Moreover, our study indicated that age, age at onset, education, LED, UPDRS-III, H&Y stage, maximum EDV, average EDV and minimum RI were independently associated with cognitive impairment in PD. Previous studies showed that mild cognitive impairment in PD was associated with older age, lower education, longer disease duration, higher LED and more severe motor symptoms,49 which is in line with our results. However, for the first time, our study showed that cerebral hemodynamic parameters were associated with cognitive decline in PD and further constructed a concise and precise model combining the clinical and hemodynamic parameters for discriminating or predicting of cognitive impairment in PD, which might be a potentially practical tool for detection of cognitive decline in PD.
To our knowledge, this is the first study investigating the association between cerebrovascular characteristics indicated by transcranial ultrasound and CI in PD. This study has confirmed the hypothesis that vascular factors are associated with cognition in order to explain the difference in PD phenotypes, which is in accordance with previous studies.17 In addition, we provided an effective tool that is helpful for the discrimination of CI in PD.
However, our study has some limitations. First, the major drawback of our study is the lack of longitudinal data, which may provide evidence for a potentially causal relationship between cerebral hemodynamics and CI. Secondly, the sample size is relatively small. Further studies with larger sample sizes in different populations are warranted.
In our study, cerebrovascular functions were significantly associated with cognitive performance in PD individuals, especially with memory performance. The established model was effective in identifying CI in PD individuals, which may be a potentially useful tool to screen cognitive decline in PD individuals at an early stage of the disease. Our observations collectively suggest that subsequent studies should include vascular parameters to balance the effect of vascular factors. Further longitudinal studies with larger sample sizes in different populations are warranted.
We express our gratitude to all the individuals who participated in the study.
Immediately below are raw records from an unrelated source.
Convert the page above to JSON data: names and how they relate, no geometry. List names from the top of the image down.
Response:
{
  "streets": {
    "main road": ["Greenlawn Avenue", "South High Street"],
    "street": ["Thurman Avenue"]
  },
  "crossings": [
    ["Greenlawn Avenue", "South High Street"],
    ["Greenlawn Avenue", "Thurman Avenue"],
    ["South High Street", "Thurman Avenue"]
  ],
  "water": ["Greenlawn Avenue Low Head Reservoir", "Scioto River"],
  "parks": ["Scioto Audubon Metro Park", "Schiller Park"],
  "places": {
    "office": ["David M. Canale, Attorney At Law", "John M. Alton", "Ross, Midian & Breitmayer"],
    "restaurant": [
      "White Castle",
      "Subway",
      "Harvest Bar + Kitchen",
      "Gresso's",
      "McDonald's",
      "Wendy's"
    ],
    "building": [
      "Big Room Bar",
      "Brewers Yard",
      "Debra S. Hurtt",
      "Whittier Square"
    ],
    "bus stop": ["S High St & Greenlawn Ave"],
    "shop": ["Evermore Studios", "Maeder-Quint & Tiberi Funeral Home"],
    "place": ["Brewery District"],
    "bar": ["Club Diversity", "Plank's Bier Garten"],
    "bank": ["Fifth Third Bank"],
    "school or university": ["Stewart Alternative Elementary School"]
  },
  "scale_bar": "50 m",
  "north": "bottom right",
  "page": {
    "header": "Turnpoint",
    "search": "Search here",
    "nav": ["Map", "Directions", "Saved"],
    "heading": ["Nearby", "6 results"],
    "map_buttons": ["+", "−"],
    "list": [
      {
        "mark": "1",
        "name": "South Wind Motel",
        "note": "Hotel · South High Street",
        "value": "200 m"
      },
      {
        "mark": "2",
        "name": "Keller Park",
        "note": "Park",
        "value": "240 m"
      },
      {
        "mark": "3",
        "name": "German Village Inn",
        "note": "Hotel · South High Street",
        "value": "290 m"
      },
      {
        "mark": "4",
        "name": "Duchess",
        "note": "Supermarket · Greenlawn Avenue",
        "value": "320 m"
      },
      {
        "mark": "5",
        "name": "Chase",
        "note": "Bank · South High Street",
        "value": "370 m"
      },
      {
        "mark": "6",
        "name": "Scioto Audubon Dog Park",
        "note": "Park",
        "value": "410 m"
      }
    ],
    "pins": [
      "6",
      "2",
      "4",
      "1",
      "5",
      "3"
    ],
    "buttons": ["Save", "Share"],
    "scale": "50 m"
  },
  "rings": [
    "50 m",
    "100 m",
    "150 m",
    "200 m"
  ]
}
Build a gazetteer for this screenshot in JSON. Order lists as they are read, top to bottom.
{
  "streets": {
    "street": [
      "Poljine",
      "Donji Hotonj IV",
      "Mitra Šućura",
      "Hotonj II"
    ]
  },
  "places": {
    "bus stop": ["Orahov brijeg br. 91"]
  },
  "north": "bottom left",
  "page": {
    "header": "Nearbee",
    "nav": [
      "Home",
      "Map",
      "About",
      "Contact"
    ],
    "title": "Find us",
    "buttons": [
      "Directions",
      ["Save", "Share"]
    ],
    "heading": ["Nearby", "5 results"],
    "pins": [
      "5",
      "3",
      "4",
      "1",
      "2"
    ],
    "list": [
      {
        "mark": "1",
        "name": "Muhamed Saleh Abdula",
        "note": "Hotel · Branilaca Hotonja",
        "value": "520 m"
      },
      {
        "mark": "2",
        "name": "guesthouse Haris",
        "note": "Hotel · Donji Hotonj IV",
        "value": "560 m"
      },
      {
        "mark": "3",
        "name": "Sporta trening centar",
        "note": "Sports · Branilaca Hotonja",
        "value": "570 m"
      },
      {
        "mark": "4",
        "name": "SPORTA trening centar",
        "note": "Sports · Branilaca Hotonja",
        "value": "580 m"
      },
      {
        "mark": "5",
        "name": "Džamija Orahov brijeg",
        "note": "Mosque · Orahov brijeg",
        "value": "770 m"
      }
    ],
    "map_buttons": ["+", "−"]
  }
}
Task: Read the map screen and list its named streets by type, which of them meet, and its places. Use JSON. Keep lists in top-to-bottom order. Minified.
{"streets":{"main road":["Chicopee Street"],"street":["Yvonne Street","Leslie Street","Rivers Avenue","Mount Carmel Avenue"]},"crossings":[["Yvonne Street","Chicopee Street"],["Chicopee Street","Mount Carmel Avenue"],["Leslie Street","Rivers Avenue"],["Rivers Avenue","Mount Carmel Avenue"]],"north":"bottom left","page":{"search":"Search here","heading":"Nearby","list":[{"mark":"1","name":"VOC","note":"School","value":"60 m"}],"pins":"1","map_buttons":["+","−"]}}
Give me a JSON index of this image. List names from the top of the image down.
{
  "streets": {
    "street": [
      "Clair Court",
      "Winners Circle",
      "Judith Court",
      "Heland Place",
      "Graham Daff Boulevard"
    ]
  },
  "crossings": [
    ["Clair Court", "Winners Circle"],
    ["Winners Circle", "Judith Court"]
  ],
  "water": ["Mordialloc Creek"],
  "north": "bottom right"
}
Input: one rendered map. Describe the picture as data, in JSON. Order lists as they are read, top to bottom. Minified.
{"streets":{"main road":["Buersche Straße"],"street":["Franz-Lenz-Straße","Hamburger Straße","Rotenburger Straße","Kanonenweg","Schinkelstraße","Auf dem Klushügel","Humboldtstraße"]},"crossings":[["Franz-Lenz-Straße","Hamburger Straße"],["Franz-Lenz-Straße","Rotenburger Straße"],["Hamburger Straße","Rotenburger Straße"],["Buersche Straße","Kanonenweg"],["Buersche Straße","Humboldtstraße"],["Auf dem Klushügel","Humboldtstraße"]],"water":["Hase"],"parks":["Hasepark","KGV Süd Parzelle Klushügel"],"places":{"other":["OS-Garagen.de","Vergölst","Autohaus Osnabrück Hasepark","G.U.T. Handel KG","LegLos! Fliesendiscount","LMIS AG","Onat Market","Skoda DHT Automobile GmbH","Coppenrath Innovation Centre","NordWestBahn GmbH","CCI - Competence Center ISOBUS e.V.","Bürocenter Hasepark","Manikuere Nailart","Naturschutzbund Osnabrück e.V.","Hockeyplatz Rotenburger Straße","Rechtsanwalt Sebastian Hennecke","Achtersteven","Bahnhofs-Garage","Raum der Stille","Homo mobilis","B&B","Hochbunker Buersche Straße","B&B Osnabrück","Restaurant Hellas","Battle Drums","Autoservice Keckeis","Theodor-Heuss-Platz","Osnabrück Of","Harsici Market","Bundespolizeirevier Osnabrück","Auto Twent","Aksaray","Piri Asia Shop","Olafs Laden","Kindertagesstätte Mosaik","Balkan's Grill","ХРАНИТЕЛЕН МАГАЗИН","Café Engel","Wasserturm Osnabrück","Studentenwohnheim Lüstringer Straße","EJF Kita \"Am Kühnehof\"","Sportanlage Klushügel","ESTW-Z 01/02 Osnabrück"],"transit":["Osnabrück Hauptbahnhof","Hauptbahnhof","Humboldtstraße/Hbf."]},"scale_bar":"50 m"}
This work was supported by the Jiangsu Provincial Key R&D Program (BE2018658), Jiangsu Provincial Medical Key Discipline Project (ZDXKB2016022), Discipline Construction Program of the Second Affiliated Hospital Soochow University (XKTJ-XK202001), National Natural Science Foundation of China (81801258), National Natural Science Foundation of China (81801120), talent support project for science and teaching of the Second Affiliated Hospital of Soochow University (XKTJ-RC202004), pre-research project for doctors of the Second Affiliated Hospital of Soochow University (SDFEYBS1702) and pre-research project for doctors of the Second Affiliated Hospital of Soochow University (SDFEYBS2014).
None of the authors have any conflicts of interest to report in this work.